British tennis ace Greg Rusedski this evening claimed that 47 of the sport's top male players had tested positive for the performance-enhancing drug nandrolone.
The British number two, who on Thursday voluntarily revealed he had tested positive for the banned steroid last year, claimed he had been "singled out" after prosecutions against the other 46 stars were dropped by the game's governing body, the ATP.
Rusedski, in a detailed statement, said the dramatic rise in positive nandrolone tests since 2002 represented "one of the biggest scandals to surface in world sport".
The Canadian-born player said the samples from the players, which demonstrated elevated levels of nandrolone, shared the same "unique analytical fingerprinting".
This, he argues, showed that the drug was coming from the same single source - believed to be products distributed by ATP trainers.
He added: "These 47 samples emanate solely from the 120 or so top players on the main ATP tour.
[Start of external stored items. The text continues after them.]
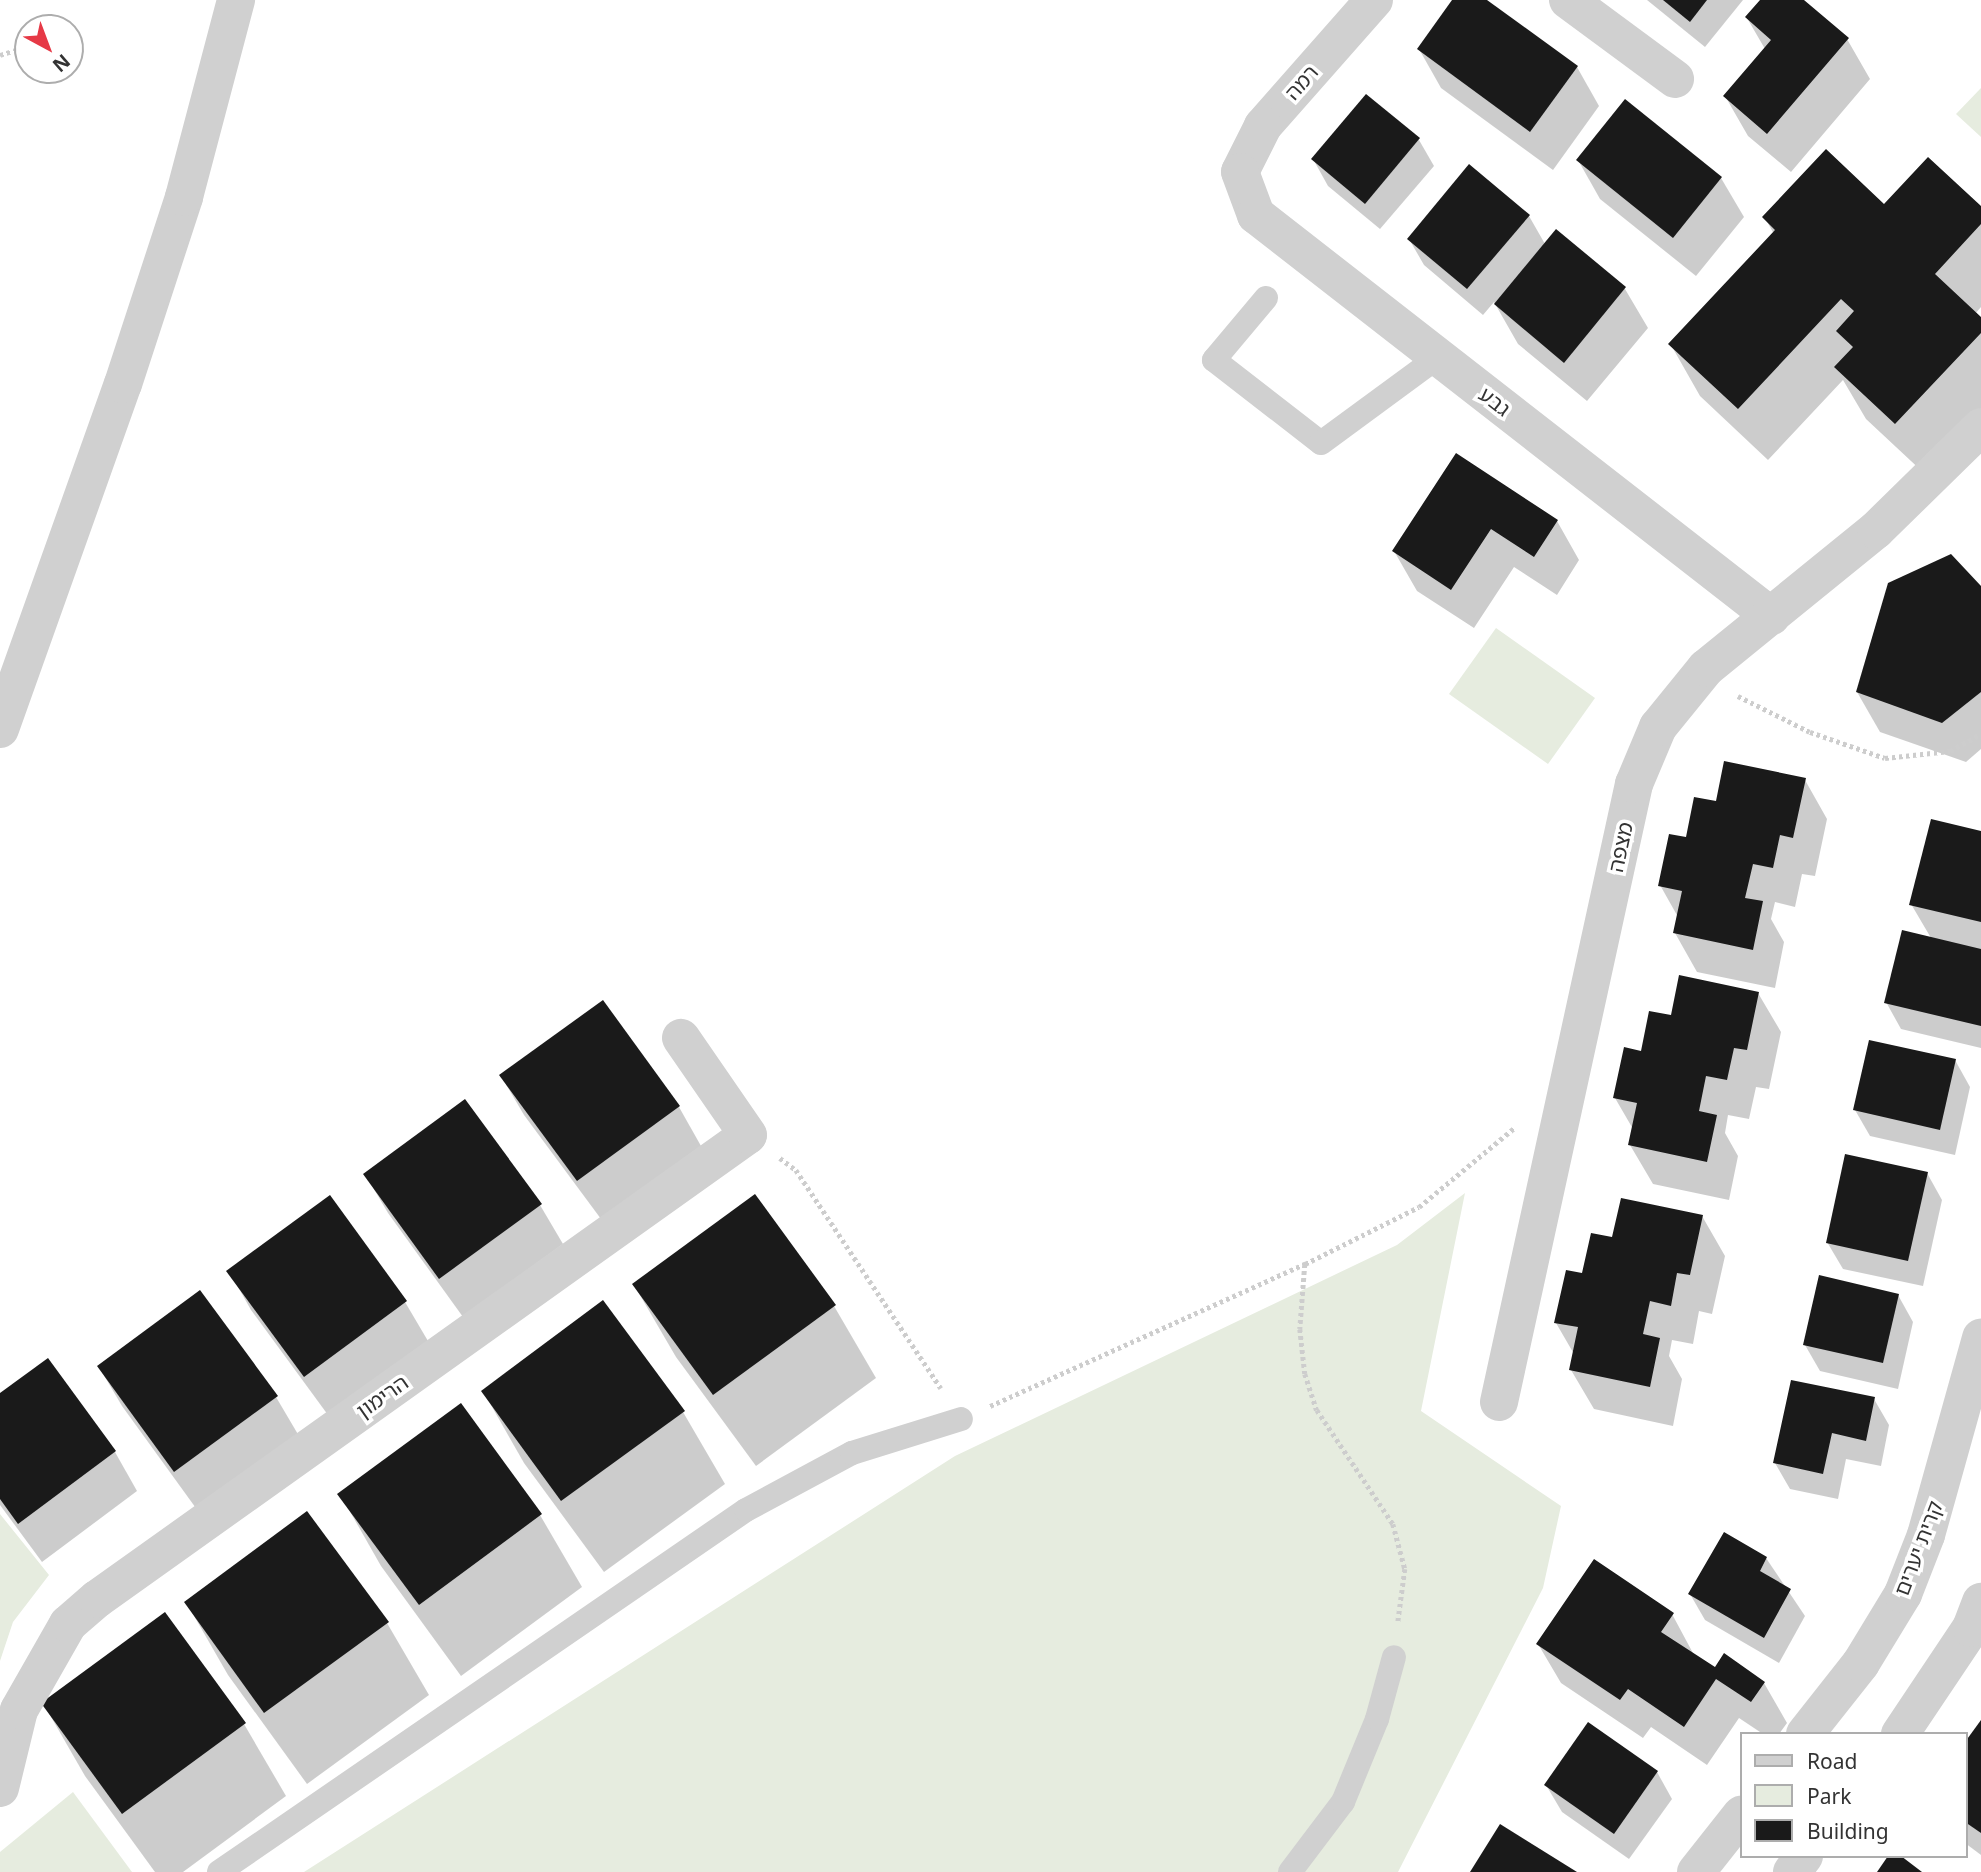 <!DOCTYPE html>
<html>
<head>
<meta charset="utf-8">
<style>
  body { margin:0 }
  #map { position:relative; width:1981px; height:1872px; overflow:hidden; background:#fff; font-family:"Noto Sans","Noto Sans Hebrew",sans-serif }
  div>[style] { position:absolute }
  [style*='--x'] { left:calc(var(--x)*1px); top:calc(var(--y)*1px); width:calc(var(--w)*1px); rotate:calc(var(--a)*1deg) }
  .green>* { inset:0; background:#e6ecdf }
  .shadow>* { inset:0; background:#0003 }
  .building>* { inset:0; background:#1a1a1a }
  .path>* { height:4.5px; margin-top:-2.25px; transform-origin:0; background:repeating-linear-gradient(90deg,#cdcdcd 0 3.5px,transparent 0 7px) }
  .service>* { height:24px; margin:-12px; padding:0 12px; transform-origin:12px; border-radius:12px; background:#d0d0d0 }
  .minor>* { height:38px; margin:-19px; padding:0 19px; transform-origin:19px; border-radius:19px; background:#d0d0d0 }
  .tertiary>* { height:38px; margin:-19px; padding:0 19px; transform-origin:19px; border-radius:19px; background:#d0d0d0 }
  span { translate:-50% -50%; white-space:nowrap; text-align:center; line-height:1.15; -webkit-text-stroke:7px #fff; paint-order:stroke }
  .street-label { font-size:21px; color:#333 }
  .legend { position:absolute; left:1740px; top:1732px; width:228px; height:126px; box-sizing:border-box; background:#fff; border:2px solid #adadad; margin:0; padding:9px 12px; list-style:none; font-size:21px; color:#333 }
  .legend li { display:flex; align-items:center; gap:14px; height:35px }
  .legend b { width:35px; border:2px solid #adadad }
  .north { position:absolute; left:14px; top:14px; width:70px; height:70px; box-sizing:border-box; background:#fff; border:2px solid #adadad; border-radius:50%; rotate:139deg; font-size:19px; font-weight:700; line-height:28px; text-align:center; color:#333 }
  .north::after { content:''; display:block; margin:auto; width:24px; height:32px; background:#e63946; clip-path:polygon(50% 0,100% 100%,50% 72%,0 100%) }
</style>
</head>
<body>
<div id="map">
  <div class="green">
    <div style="clip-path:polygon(1981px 88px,1981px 137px,1956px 114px)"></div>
    <div style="clip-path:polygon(1496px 628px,1595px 698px,1548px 764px,1449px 694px)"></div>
    <div style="clip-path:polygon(1465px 1193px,1421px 1411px,1561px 1506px,1543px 1588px,1398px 1872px,304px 1872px,955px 1456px,1397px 1245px)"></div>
    <div style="clip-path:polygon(0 1514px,49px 1575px,13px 1622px,0 1661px)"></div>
    <div style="clip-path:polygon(73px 1792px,132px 1872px,0 1872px,0 1852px)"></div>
  </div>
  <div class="shadow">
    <div style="clip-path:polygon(1454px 0,1484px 0,1577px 67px,1599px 106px,1553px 170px,1441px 88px,1419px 49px)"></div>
    <div style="clip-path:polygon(1647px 0,1743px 0,1705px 47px)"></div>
    <div style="clip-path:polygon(1762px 0,1801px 0,1847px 39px,1870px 79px,1791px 172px,1748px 136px,1725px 96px,1765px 49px,1747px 18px)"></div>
    <div style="clip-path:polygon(1367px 96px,1419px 140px,1434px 166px,1380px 229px,1328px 186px,1313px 159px)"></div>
    <div style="clip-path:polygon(1578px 160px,1721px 178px,1744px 217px,1696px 276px,1600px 199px)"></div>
    <div style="clip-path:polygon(1981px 209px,1981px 307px,1975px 314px,1981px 320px,1981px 416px,1926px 475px,1866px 419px,1843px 380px,1768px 460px,1700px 396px,1671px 345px,1774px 234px,1765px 218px)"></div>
    <div style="clip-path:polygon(1529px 216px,1545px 244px,1556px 231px,1625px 289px,1648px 328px,1587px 401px,1518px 344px,1494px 302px,1483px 315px,1424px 265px,1409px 239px)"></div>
    <div style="clip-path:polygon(1457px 455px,1557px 521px,1579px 560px,1557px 595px,1514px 567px,1474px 628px,1417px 591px,1394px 551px)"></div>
    <div style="clip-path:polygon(1981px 588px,1981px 749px,1966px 762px,1880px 732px,1857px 692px)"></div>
    <div style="clip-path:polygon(1805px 780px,1827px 819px,1815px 876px,1802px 874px,1795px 907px,1775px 902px,1771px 919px,1784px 942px,1775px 988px,1697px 972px,1675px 933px,1678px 917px,1660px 885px,1687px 839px,1717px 803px)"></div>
    <div style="clip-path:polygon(1981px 833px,1981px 1048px,1901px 1029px,1886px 1002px,1931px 938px,1911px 904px)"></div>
    <div style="clip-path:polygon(1758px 993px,1781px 1032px,1769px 1089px,1756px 1087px,1749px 1119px,1728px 1115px,1725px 1133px,1738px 1156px,1729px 1200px,1653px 1184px,1630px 1145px,1633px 1129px,1615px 1098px,1642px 1053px,1672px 1017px)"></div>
    <div style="clip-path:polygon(602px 1002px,679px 1107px,701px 1146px,601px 1219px,524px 1115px,501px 1076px)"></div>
    <div style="clip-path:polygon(1955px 1060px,1970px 1087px,1955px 1155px,1870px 1136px,1855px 1110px)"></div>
    <div style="clip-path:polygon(1927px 1173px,1942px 1200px,1923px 1286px,1843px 1269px,1827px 1242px)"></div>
    <div style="clip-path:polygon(365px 1174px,540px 1205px,563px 1244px,463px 1317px,388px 1213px)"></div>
    <div style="clip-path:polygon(1702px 1216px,1725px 1256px,1712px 1314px,1699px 1311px,1693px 1344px,1672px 1340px,1669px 1356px,1682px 1379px,1673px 1426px,1594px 1409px,1571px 1370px,1574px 1354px,1556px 1323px,1614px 1239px)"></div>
    <div style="clip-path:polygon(229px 1271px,405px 1302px,428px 1341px,328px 1415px,251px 1310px)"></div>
    <div style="clip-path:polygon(634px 1285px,834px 1306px,876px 1378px,756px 1466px,676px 1357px)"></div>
    <div style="clip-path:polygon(1898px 1295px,1913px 1322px,1898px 1389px,1820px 1371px,1805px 1345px)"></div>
    <div style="clip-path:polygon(99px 1367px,276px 1397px,299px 1436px,198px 1511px,122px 1406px)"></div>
    <div style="clip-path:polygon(483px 1391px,683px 1412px,725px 1484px,604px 1572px,524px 1463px)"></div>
    <div style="clip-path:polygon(0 1395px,115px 1452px,137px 1491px,42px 1562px,0 1505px)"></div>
    <div style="clip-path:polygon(1874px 1399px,1889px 1425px,1881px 1466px,1846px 1459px,1838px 1499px,1790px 1489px,1775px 1463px)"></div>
    <div style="clip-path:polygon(340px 1494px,540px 1515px,582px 1587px,461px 1676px,381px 1566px)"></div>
    <div style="clip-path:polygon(1766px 1558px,1805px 1616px,1779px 1663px,1705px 1620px,1690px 1594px)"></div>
    <div style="clip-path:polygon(186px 1602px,387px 1623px,429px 1695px,307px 1784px,228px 1675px)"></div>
    <div style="clip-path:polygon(1672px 1614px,1694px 1655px,1715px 1670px,1764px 1683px,1787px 1723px,1779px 1734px,1763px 1734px,1739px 1718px,1707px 1765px,1651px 1727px,1643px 1738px,1561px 1683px,1538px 1644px)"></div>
    <div style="clip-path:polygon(43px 1703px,244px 1724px,286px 1796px,183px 1872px,155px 1872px,85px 1776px)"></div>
    <div style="clip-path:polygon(1981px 1723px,1981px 1855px,1965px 1843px,1965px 1745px)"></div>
    <div style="clip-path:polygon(1657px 1772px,1672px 1799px,1629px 1859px,1562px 1812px,1546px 1785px)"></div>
  </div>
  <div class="building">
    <div style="clip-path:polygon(1452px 0,1487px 0,1578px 66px,1530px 132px,1417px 49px)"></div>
    <div style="clip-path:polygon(1663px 0,1707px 0,1690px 22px)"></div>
    <div style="clip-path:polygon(1760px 0,1804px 0,1849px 38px,1767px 134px,1723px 96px,1771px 40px,1745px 17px)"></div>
    <div style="clip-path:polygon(1366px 94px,1420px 138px,1365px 204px,1311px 159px)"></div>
    <div style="clip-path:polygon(1625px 99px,1722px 177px,1673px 238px,1576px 160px)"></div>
    <div style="clip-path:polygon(1826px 149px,1884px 204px,1928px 157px,1981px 206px,1981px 224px,1935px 274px,1981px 317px,1981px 333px,1895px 424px,1834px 367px,1853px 347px,1836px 331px,1854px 311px,1841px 299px,1738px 409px,1668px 344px,1775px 230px,1762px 217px)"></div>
    <div style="clip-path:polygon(1469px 164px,1530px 215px,1467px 289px,1407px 239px)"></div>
    <div style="clip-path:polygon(1556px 229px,1626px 287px,1564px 363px,1494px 304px)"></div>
    <div style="clip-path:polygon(1456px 453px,1558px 520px,1534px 557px,1491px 529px,1451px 590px,1392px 551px)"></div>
    <div style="clip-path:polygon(1951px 554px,1981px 586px,1981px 692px,1942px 723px,1856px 692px,1888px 583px)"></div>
    <div style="clip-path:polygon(1724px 761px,1806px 778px,1793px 838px,1780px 835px,1773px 868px,1753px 864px,1745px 898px,1763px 901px,1753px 950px,1673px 933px,1682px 891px,1658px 886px,1669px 834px,1686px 837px,1694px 797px,1716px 801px)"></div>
    <div style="clip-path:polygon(1931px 819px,1981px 831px,1981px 922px,1909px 905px)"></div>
    <div style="clip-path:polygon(1902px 930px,1981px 949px,1981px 1026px,1884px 1003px)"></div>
    <div style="clip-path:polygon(1679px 975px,1759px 992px,1747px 1050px,1734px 1048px,1727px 1080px,1706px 1076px,1699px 1111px,1717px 1115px,1707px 1162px,1628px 1145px,1637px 1103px,1613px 1098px,1624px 1047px,1641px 1051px,1649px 1011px,1671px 1015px)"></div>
    <div style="clip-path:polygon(603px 1000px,680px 1106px,577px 1181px,499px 1075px)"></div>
    <div style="clip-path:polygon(1869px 1040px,1956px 1059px,1940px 1130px,1853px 1110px)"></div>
    <div style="clip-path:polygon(465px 1099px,542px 1204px,439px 1279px,363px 1174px)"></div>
    <div style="clip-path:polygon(1845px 1154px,1928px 1172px,1908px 1261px,1826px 1243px)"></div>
    <div style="clip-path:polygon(755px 1194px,836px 1305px,713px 1395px,632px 1284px)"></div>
    <div style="clip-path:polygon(330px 1195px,407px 1301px,304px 1377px,226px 1271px)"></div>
    <div style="clip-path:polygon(1621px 1198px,1703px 1215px,1690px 1275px,1677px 1273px,1671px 1306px,1650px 1301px,1643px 1334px,1660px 1338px,1650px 1387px,1569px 1370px,1578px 1327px,1554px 1323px,1566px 1270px,1582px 1273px,1591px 1233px,1612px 1237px)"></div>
    <div style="clip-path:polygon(1819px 1275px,1899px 1294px,1883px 1363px,1803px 1345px)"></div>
    <div style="clip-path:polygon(200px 1290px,278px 1396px,174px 1472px,97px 1366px)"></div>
    <div style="clip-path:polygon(603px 1300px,685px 1411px,561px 1501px,481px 1391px)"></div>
    <div style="clip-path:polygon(48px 1358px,116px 1451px,18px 1524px,0 1499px,0 1393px)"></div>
    <div style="clip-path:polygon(1791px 1380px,1875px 1397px,1866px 1441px,1832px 1433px,1823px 1474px,1773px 1463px)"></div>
    <div style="clip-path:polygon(461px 1403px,542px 1514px,419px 1605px,337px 1494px)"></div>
    <div style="clip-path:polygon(307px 1511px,389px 1622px,264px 1713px,184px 1602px)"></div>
    <div style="clip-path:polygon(1724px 1532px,1767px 1557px,1760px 1571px,1791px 1589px,1764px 1638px,1688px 1594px)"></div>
    <div style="clip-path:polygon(1594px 1559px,1674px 1613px,1661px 1632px,1715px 1667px,1724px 1653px,1765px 1682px,1751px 1702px,1716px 1679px,1684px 1727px,1628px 1689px,1620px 1700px,1536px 1644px)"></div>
    <div style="clip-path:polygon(165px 1612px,246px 1723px,122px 1814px,41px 1703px)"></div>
    <div style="clip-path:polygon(1981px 1720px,1981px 1833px,1965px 1822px,1965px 1742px)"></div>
    <div style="clip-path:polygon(1588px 1722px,1658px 1771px,1614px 1834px,1544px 1785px)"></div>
    <div style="clip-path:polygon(1500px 1824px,1577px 1872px,1470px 1872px)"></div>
    <div style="clip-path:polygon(1888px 1856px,1901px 1856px,1922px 1872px,1877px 1872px)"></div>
  </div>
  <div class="path">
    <div style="--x:0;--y:55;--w:29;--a:-18"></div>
    <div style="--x:1738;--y:696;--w:80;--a:26.6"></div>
    <div style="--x:1810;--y:732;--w:79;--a:19.1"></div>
    <div style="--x:1885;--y:758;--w:65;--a:-6.1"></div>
    <div style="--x:1950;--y:751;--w:35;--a:-29"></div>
    <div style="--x:780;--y:1158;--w:20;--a:37"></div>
    <div style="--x:796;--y:1170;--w:262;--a:56.4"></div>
    <div style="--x:1305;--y:1264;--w:65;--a:94.4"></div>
    <div style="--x:1300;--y:1329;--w:45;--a:83.7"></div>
    <div style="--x:1305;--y:1374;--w:38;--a:72"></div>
    <div style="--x:1317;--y:1410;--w:137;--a:56.3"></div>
    <div style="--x:1393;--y:1524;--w:47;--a:75.1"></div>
    <div style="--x:1405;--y:1569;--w:53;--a:97.5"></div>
    <div style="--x:990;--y:1406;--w:346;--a:-24.3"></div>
    <div style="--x:1305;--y:1264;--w:127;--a:-26.6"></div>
    <div style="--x:1419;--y:1207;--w:124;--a:-39.7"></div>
  </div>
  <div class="service">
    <div style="--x:1266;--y:298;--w:81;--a:130"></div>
    <div style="--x:1214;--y:360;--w:135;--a:37.8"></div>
    <div style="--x:1321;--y:443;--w:145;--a:-36.3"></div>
    <div style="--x:219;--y:1872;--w:639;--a:-34.49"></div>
    <div style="--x:746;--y:1510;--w:120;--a:-28.3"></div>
    <div style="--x:852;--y:1453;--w:114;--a:-17.3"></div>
    <div style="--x:1290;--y:1872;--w:88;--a:-52.9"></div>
    <div style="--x:1343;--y:1802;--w:90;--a:-67.7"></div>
    <div style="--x:1377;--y:1719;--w:64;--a:-74.7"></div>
  </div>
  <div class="minor">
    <div style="--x:1374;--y:0;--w:168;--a:131.4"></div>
    <div style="--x:1263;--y:126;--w:51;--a:116.6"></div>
    <div style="--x:1240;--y:172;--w:46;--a:69.6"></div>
    <div style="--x:1256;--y:215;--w:653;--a:37.91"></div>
    <div style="--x:1568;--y:0;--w:133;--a:36.4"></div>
    <div style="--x:1499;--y:1402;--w:633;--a:-77.68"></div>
    <div style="--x:1634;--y:784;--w:62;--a:-67.2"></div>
    <div style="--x:1658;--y:727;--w:76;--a:-50.9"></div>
    <div style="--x:1706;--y:668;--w:219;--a:-39.1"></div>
    <div style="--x:1876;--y:530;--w:147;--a:-44.4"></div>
    <div style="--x:1805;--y:1734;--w:90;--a:-51.7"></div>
    <div style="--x:1861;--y:1663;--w:81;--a:-58.7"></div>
    <div style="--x:1903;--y:1594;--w:63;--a:-68.7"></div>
    <div style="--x:1926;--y:1535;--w:205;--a:-74.4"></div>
    <div style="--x:1900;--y:1734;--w:128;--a:-56.2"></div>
    <div style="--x:1971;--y:1628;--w:28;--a:-69"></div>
    <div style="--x:0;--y:1788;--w:80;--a:-76.3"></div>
    <div style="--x:19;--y:1710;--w:99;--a:-60.3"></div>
    <div style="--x:68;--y:1624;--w:38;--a:-41"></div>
    <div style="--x:97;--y:1599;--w:799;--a:-35.48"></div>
    <div style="--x:748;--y:1135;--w:118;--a:-124.6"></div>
    <div style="--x:1696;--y:1872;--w:73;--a:-51.7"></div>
    <div style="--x:1792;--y:1872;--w:20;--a:-53"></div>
  </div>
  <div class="tertiary">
    <div style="--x:0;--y:729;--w:366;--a:-70.4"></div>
    <div style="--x:123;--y:384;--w:197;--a:-71.9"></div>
    <div style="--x:184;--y:197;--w:204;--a:-75.2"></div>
  </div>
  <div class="street-label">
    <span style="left:1301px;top:82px;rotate:-49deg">רמה</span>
    <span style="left:1495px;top:401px;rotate:38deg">גבע</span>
    <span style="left:1620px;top:847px;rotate:-78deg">מצפה</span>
    <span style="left:382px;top:1396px;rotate:-35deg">הרימון</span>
    <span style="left:1918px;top:1548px;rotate:-69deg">קרית יערים</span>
  </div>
  <ul class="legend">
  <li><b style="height:9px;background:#d0d0d0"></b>Road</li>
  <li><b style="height:19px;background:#e6ecdf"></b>Park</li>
  <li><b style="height:19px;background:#1a1a1a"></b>Building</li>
  </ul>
  <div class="north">N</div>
</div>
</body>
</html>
Therefore, potentially, nearly half of the Tour could have demonstrated elevated levels of nandrolone. The only explanation the ATP has been able to find for this is they themselves caused it."
But two weeks after the ATP said it would not be pursuing prosecutions against the 46 players to have tested positive for the drug, Rusedski himself failed a sample provided after a tournament in Indianapolis on 23 July 2003.
Although he claims his sample showed the same unique fingerprinting as the 46 cleared players, the ATP has decided to go-ahead and prosecute the 30-year-old.
He said: "Instead of treating me in the same category as all the other players who have demonstrated elevated levels of nandrolone and common analytical fingerprinting, I appear to have been singled out for this special treatment. This is wrong, unfair and discriminatory."
Rusedski said he would fight his case to the "bitter end" and called on the ATP to name the other players to have failed nandrolone tests.
The defiant star, who on Thursday crashed out of the second round of the AAPT Championships in Adelaide in his comeback match, vowed to play in this weekend's adidas International in Sydney and the forthcoming Australian Open in Melbourne.
Rusedski, who faces an ATP hearing in his home town of Montreal on February 9, said he had no reason not to continue playing.
Despite Rusedski's protestations of innocence, World Anti-Doping Agency chairman Dick Pound stood by his no-nonsense approach to nandrolone.
"There is no excuse. If you don't know what is in a supplement, then don't take it.
"You would think that anybody who has been paying the slightest attention would see that these things are always coming up."
Rusedski's former coach Pat Cash believes Rusedski could find himself "out of tennis for a year" if found guilty of taking the banned substance.
Former Wimbledon champion Cash warned that life would not be easy for the 30-year-old, who has struggled with injuries in the last 18 months, regardless of the outcome of the case.
"I am surprised but he is very, very dedicated and when you have a run of injuries it's very, very tempting to take something to help you along," Cash told BBC Radio Five Live.
Cash said he doubts that Rusedski did knowingly take the substance, claiming: "For me it seems a bit ridiculous he would do that, he has shot himself in the foot.
"He is a professional athlete, he should know better. We will have to wait and see what the circumstances are. Perhaps he has taken it accidentally.
"But unless there are extreme circumstances I think he will find himself out of tennis for a year."
Former Wimbledon junior quarter-finalist Chris Bailey, meanwhile questioned Rusedski's decision to continue playing while a drug ban hanged over him.
He said: "How can he concentrate on the job in hand? Will he be able to concentrate on tennis? I very much doubt that," said Bailey, who contemplated how Rusedski had failed a drugs test.
"There has been a link with a dietary supplements and dehydration which can produce a low level of nandrolone so he could claim he was not ingesting nandrolone and it was a chemical reaction in his body.
"He is going to have quite a job proving he was not taking the drugs." American tennis star James Blake and Spanish veteran Alex Corretja, Rusedski's colleagues on the ATP tour, announced their surprise at the news of the Briton's drug failure.
"I hope it is just a mistake and he's back on tour and he's OK - he adds something to the game he has that huge lefty serve and I hope he did not do anything on purpose," said Blake.
Corretja, playing in New Zealand, said he cannot see why Rusedski would turn to performance enhancing substances.
"I know Greg and I think it sounds really strange, because the way he plays I don't think he needs any supplements because he really plays an aggressive game," he said.
"I've got to give him the benefit of the doubt because I know him and I would be pretty surprised if the guy has taken something.
"It came as something of a bolt from the blue to the tour staff too."